3. Tajin

Tajin: air rebusan beras yang agak kental

---------

"Memang kalau aku ingin manis, apa yang ingin kurasakan?"

"Bahagia," ujar Arum pelan.

Latif tersenyum samar, tak mengelak mau pun mengiyakan. Namun, dalam kondisi seperti ini, siapa yang tidak ingin bahagia?

"Nanti malam, aku balik Bintaro." Lelaki itu menghela napas, meluruskan kaki, kembali menyandarkan kepala ke tembok.

"Husna dan Sofa?"

Ketika namanya disebut, dua gadis kecil itu mulai bergerak

"Mas, bobok!" Sofa menjangkau lutut Latif, meletakkan kepala di kaki kurus kakaknya.

"Bangun aja, 'gimana? Udah siang, udah ada matahari itu di luar." Nada bicara Latif seketika berubah, terdengar lebih ringan. Entah karena dia menjadi riang karena adiknya, atau berusaha tampak baik-baik saja di hadapan Sofa.

Sofa bergerak dengan mata yang belum terbuka sepenunya, duduk di pangkuan Latif dan memeluk tubuhnya erat.

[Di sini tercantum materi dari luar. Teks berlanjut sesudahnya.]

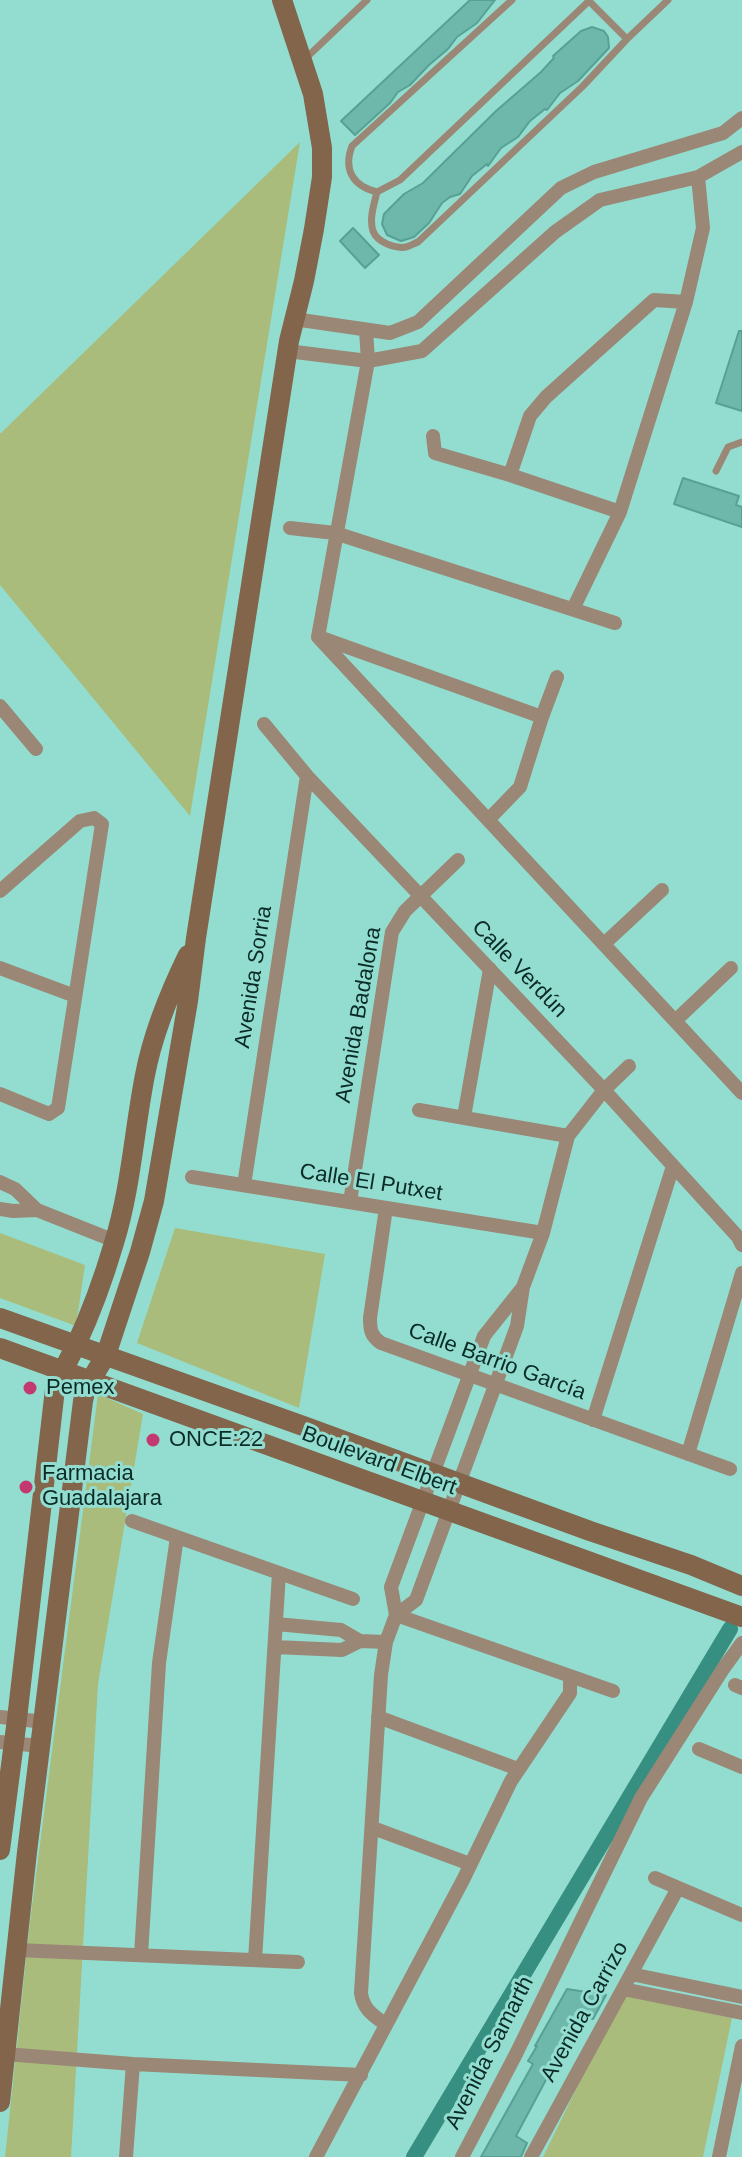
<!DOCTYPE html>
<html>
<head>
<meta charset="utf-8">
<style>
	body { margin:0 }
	canvas { display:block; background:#92ddcf }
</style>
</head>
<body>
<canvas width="742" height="2157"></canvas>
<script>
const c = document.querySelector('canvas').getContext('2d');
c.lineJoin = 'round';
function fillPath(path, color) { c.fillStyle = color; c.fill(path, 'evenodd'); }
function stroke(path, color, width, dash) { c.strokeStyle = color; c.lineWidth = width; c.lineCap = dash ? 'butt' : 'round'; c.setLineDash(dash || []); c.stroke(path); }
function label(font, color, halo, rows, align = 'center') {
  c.font = font + ' Helvetica,sans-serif'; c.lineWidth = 6; c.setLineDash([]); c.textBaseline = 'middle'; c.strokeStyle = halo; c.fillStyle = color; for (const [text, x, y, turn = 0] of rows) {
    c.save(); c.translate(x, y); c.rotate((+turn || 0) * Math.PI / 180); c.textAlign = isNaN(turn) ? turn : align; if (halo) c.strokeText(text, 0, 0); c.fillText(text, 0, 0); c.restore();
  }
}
const green = new Path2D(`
	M300,142L190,816L0,585V433H1Z
	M175,1228L325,1254L299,1408L137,1343Z
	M0,1233L85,1265L76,1326L0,1298Z
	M98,1394L143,1414L98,1684L71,2157H5L30,1922Z
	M623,1993L732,2018L703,2157H543Z`);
const canal = new Path2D(`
	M414,2157L730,1629`);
const building = new Path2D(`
	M470,0H495L477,23L457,37L448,49L429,65L410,85L398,92L390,103L355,135L341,121Z
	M592,27L604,31L608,37L609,48L578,81L560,93L547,110L545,109L530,121L518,137L501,148L488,166L487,164L472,176L460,194L450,197L442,203L429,223L414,237L401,241L387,235L382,224L384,214L404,194L423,183L496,111L541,72L554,58L553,56L581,31Z
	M353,228L379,255L365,268L340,241Z
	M739,331H742V411L716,403Z
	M683,478L739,496L736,505L742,507V527L674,504Z
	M567,1989L606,1995L593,2019L581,2014L516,2136L527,2143L521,2157H481L533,2064L528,2061L537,2046H535Z`);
const lane = new Path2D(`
	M512,0L352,146C343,170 353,186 377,192L400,180L589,1L588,0
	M627,39L668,0
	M305,59L367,0
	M377,192C374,204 369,219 373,231C377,242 395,249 406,247C411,246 414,243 418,242L583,86L627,39L589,1
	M716,471L728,447L742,442`);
const street = new Path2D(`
	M294,319L390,333L418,322L561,188L594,172L723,133L742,118
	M366,330L368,361L318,637L742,1093
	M287,351L368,361L422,351L555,232L600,200L698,177L742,152
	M433,436L435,453L510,475L620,512
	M510,475L530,416L546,397L654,300L686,302
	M290,528L335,533L615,623
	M573,609L620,512L686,302L703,228L698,177
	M322,638L542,717L557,677
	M0,706L36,749
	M264,724L307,776L604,1090L738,1237L742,1245
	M488,820L520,787L542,717
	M0,891L80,821L94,818L102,824L58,1108L49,1114L0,1094
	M604,944L662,890
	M0,968L75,996
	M675,1021L731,968
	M419,1110L568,1136
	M464,1117L490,969
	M192,1177L543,1233
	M0,1182L15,1189L37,1210L115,1241
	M244,1185L307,776
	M350,1202L392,932L405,911L458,860
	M386,1208L370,1318C370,1330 371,1336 381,1343L730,1469
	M0,1209L13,1211L37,1210
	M593,1420L673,1166
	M688,1454L742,1273
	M132,1521L353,1599
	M396,1615L416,1600L517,1326L523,1287L543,1233L568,1136L604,1090L629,1066
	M396,1615L613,1691
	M276,1624L341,1630L360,1641
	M275,1647L342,1650L360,1641L386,1642
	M735,1685L742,1688
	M0,1717L44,1722
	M378,1717L518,1769
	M0,1742L40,1746
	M699,1749L742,1767
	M373,1828L470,1864
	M655,1878L742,1915
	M17,1950L298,1962
	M141,1955L159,1663L177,1537
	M255,1960L279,1573
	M631,1974L742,1997
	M623,1989L742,2013
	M385,2024C373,2015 363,2009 361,1993L381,1675L386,1642L396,1615L391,1587L484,1336L523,1287
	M5,2054L133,2064L361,2075
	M126,2157L133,2064
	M316,2157L463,1880L511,1781L570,1693V1677
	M462,2157L516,2054L641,1798L723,1669L742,1643
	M531,2157L678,1888
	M719,2157L742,2046`);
const secondary = new Path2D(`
	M0,1318L306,1427L590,1531L691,1565L742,1586
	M0,1348L742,1617
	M0,1850L17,1719L55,1389C60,1373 69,1360 76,1345C91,1313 104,1277 114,1243C131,1188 134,1131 145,1075C153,1033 169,994 188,955
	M0,2102L27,1852L83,1401L86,1388L106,1355L140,1252L154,1201L188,1001L196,938L289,341L304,281L314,229L322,177V148L313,94L282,0`);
const markers = [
	[30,1388,8,"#c3386e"],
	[153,1440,8,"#c3386e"],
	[26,1487,8,"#c3386e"]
];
const streetNames = [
	["Calle Verdún",519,969,46],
	["Avenida Sorria",254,977,-81],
	["Avenida Badalona",359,1015,-80],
	["Calle El Putxet",371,1183,9],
	["Calle Barrio García",497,1362,20],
	["Boulevard Elbert",379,1461,20],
	["Avenida Carrizo",585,2012,-61],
	["Avenida Samarth",490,2053,-63]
];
const poiNames = [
	["Pemex",46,1388],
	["ONCE:22",169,1440],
	["Farmacia",42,1474],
	["Guadalajara",42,1499]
];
fillPath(green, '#aabc7b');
stroke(canal, '#378f81', 16);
fillPath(building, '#6eb8ab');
stroke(building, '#56a194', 2);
stroke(lane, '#9b8776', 7);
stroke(street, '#9b8776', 14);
stroke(secondary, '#83654c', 20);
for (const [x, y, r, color] of markers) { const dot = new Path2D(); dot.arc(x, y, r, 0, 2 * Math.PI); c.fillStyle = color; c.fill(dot); stroke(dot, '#92ddcf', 3); }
label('22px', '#0b2b26', '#92ddcf', streetNames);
label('22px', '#0b2b26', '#92ddcf', poiNames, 'left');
</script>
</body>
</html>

Sang kakak mencium ubun-ubun, menghidu aroma rambut, membalas pelukan.

"Siang ini, aku antar mereka ke panti asuhan. Itu satu-satunya pilihan yang kami punya. Pakde dan Bulik udah repot dengan anak-anak mereka sendiri. Kondisi mereka nggak jauh beda dari kami."

"Mereka berdua udah tahu?" Arum membelai kepala Sofa lalu memandang Husna yang menggulung tubuhnya dalam selimut.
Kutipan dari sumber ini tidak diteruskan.